February is Heart Awareness Month

Industry Matters Newsletter

By: Frankie Wood-Black, Safety Expert

While we don’t think of Heart Awareness Month as a safety-related topic, it is a great time to review some of those basic first aid techniques. So, let’s do a quick review. What are the signs and symptoms of a heart attack? And, did you know that the symptoms can be different for men and women? Common symptoms for both men and women include pressure, tightness, pain, or a squeeze in your chest or arms, but it can be in your neck, jaw, or back. 

Heart attacks can be mistaken for indigestion or heartburn. They are frequently accompanied by shortness of breath, cold sweats, fatigue, or lightheadedness. But, women may or may not experience the same type of discomfort that we commonly think of as a heart attack. Men might say it feels like an elephant is sitting on their chest, and the pain begins to radiate to the arms. 

Women tend to associate the symptoms with indigestion or feel the pain in the neck or jaw and may sense the pressure or pain in the lower chest or abdomen. And, now with COVID-19, distinguishing the virus and a heart attack may be a bit tricky, as patients with COVID-19 may have coronavirus-associated myocarditis.[1]  

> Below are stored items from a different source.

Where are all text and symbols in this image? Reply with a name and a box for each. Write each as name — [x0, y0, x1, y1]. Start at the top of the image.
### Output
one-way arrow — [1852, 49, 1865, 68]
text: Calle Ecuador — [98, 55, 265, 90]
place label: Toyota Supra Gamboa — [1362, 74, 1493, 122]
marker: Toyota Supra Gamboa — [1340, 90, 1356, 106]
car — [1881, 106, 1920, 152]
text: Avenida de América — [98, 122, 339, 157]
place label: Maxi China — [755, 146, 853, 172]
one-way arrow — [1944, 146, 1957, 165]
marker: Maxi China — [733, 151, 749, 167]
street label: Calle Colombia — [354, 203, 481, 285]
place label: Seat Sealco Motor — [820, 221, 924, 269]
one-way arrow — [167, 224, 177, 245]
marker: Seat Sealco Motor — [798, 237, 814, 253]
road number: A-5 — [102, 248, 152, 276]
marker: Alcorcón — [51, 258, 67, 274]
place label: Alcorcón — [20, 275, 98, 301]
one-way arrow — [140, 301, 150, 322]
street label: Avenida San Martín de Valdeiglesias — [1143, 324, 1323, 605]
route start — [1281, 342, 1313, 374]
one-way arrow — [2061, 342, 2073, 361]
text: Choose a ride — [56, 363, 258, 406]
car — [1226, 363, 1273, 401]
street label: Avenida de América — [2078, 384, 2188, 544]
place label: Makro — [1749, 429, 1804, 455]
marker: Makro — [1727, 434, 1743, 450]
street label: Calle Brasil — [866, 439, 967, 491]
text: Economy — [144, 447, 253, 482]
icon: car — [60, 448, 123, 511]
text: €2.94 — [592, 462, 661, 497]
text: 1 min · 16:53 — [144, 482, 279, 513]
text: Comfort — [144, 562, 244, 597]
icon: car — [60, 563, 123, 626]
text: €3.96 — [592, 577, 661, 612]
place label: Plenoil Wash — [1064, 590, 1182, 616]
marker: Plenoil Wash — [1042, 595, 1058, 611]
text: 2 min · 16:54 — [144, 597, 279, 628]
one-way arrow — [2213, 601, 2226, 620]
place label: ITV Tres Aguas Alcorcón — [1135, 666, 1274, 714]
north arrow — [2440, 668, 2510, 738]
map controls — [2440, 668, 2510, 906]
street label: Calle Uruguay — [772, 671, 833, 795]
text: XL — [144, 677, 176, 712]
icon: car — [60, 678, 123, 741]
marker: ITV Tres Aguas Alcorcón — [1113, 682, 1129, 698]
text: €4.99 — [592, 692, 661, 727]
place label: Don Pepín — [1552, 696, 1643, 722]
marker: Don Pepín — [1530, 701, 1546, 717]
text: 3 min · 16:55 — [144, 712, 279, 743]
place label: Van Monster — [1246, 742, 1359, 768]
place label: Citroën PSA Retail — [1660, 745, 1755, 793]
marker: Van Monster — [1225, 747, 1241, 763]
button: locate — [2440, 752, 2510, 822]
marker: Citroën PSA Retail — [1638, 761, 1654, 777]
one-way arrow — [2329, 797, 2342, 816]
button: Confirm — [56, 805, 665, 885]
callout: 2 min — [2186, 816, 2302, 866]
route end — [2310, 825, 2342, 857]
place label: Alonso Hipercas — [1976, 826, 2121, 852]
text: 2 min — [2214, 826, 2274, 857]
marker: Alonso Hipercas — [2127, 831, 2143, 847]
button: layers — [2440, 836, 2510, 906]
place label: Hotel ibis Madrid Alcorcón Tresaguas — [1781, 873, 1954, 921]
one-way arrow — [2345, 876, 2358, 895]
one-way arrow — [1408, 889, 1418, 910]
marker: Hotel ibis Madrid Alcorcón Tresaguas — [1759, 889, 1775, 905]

If you encounter a person having a heart attack, the first step of course, is getting help. Dial 911 or specifically point to or name a person to call 911. Then begin providing help. This could be by performing hands-only CPR or utilizing an automated external defibrillator (AED). If you are using hands-only CPR, clasp one hand over the other and push hard and fast in the center of the chest to the beat of a familiar song that has 100 to 120 beats per minute. “Staying Alive” by the Bee Gees, and (excuse the irony), “Another One Bites the Dust” by Queen are two with the appropriate beat patterns. See the American Heart Association fact sheet[2] or review their quick training video[3].

AEDs (Automated External Defibrillators) are becoming more ubiquitous.  Your workplace is likely to have one close by. Several communities have AED stations that are readily accessible to the general public. Look around for one in places that you commonly frequent, as knowing where one is can improve the chances of saving someone’s life. They are easy to use and come with picture directions, so even if you aren’t familiar with that particular style or model, you should be able to use one quickly. But, if you know the model that is in your area, now is a good time to stop and look at the general steps:

  • Remove the AED from its location and turn on the device. Follow any audio and/or visual prompts
  • Open the person’s shirt, and wipe the bare chest dry.
  • Attach the AED pads, and plug in the connector (if necessary)
  • Make sure no one is touching the person (including yourself)
  • Push analyze or follow the directions provided by the device.
  • Follow the instructions for the device.

Knowing how to perform these actions, may make all the difference.

[1] Siripanthong B, Nazarian S, Muser D, Deo R, Santangeli P, Khanji MY, Cooper LT Jr, Chahal CAA. Recognizing COVID-19-related myocarditis: The possible pathophysiology and proposed guideline for diagnosis and management. Heart Rhythm. 2020 Sep;17(9):1463-1471. doi: 10.1016/j.hrthm.2020.05.001. Epub 2020 May 5. PMID: 32387246; PMCID: PMC7199677.

[2] https://cpr.heart.org/-/media/cpr-files/courses-and-kits/hands-only-cpr/hocpr-resources/cpr-week-fact-sheet.pdf?la=en

[3] https://cpr.heart.org/en/cpr-courses-and-kits/hands-only-cpr/hands-only-cpr-resources

This article has been edited for length and clarity. The opinions expressed in this article are the author's own and do not necessarily reflect the view of their employer or the American Chemical Society.